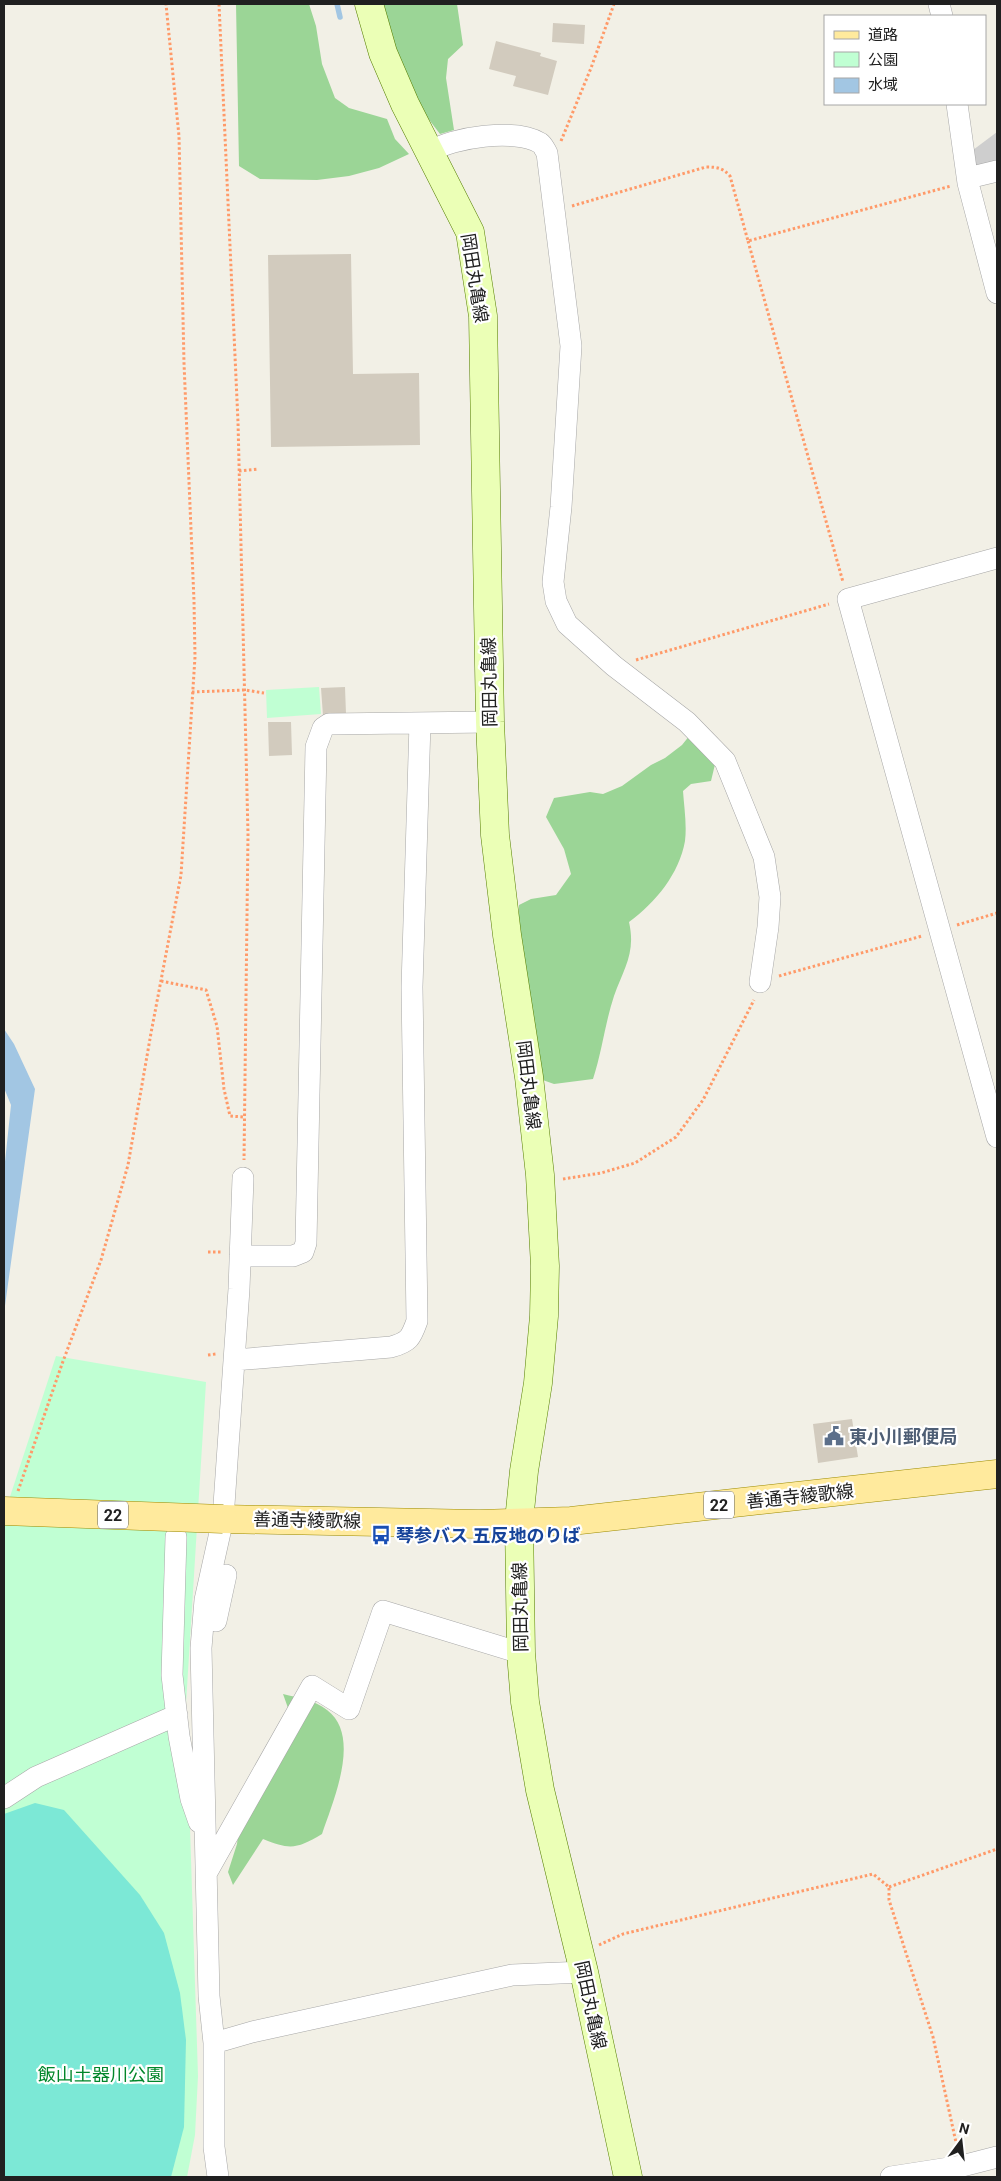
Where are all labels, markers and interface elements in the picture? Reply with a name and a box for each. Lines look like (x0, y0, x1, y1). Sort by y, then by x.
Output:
legend (824, 15, 986, 105)
text: 道路 (868, 26, 898, 44)
text: 公園 (868, 51, 898, 69)
text: 水域 (868, 76, 898, 94)
street label: 岡田丸亀線 (458, 232, 492, 324)
street label: 岡田丸亀線 (478, 637, 500, 727)
street label: 岡田丸亀線 (513, 1039, 545, 1131)
public building icon: 東小川郵便局 (823, 1425, 845, 1447)
place label: 東小川郵便局 (849, 1426, 957, 1447)
street label: 善通寺綾歌線 (745, 1480, 855, 1512)
road number: 22 (704, 1492, 734, 1518)
road number: 22 (98, 1502, 128, 1528)
street label: 善通寺綾歌線 (253, 1509, 361, 1531)
bus stop icon: 琴参バス 五反地のりば (370, 1524, 392, 1546)
place label: 琴参バス 五反地のりば (396, 1525, 580, 1546)
street label: 岡田丸亀線 (509, 1562, 531, 1652)
street label: 岡田丸亀線 (571, 1959, 611, 2051)
park label: 飯山土器川公園 (38, 2064, 164, 2085)
north arrow (936, 2116, 986, 2166)
text: N (958, 2119, 971, 2137)

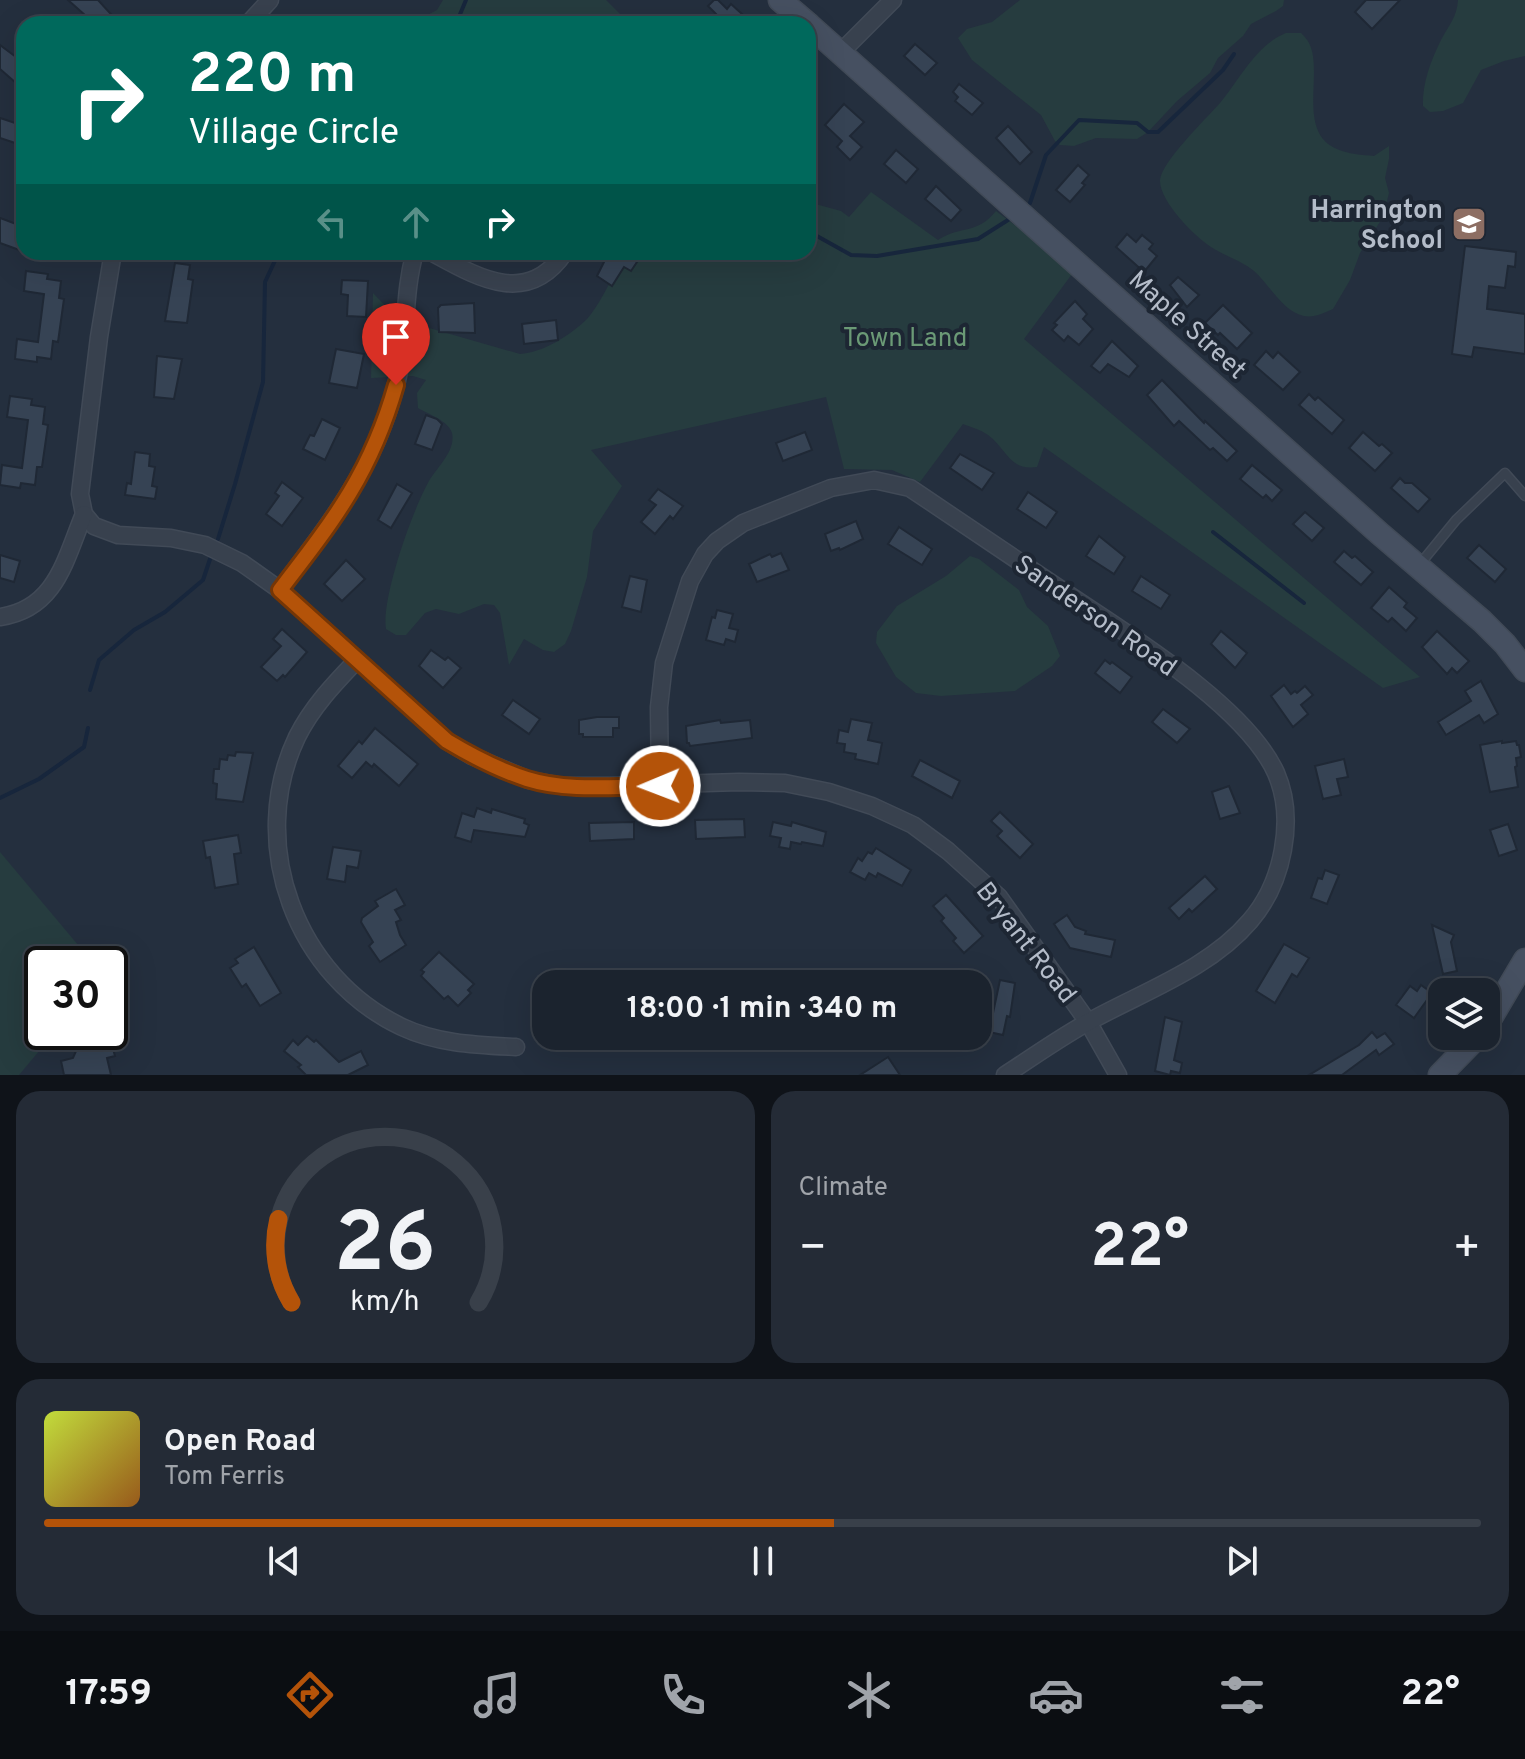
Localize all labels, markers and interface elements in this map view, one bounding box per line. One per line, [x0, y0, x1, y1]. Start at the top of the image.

WHAT THE TASK ASKS: Your answer should be an exact copy of the entries above, with no images included.

EXERCISE RESPONSE:
Where are all labels, markers and interface elements in the picture? Reply with a name and a box for each. Lines look like (x0, y0, x1, y1). Sort by y, then by x.
Output:
legend (824, 15, 986, 105)
text: 道路 (868, 26, 898, 44)
text: 公園 (868, 51, 898, 69)
text: 水域 (868, 76, 898, 94)
street label: 岡田丸亀線 (458, 232, 492, 324)
street label: 岡田丸亀線 (478, 637, 500, 727)
street label: 岡田丸亀線 (513, 1039, 545, 1131)
public building icon: 東小川郵便局 (823, 1425, 845, 1447)
place label: 東小川郵便局 (849, 1426, 957, 1447)
street label: 善通寺綾歌線 (745, 1480, 855, 1512)
road number: 22 (704, 1492, 734, 1518)
road number: 22 (98, 1502, 128, 1528)
street label: 善通寺綾歌線 (253, 1509, 361, 1531)
bus stop icon: 琴参バス 五反地のりば (370, 1524, 392, 1546)
place label: 琴参バス 五反地のりば (396, 1525, 580, 1546)
street label: 岡田丸亀線 (509, 1562, 531, 1652)
street label: 岡田丸亀線 (571, 1959, 611, 2051)
park label: 飯山土器川公園 (38, 2064, 164, 2085)
north arrow (936, 2116, 986, 2166)
text: N (958, 2119, 971, 2137)

Localize all labels, markers and interface elements in this map view, one bounding box per line. One per line, [x0, y0, x1, y1]. Start at the top of the image.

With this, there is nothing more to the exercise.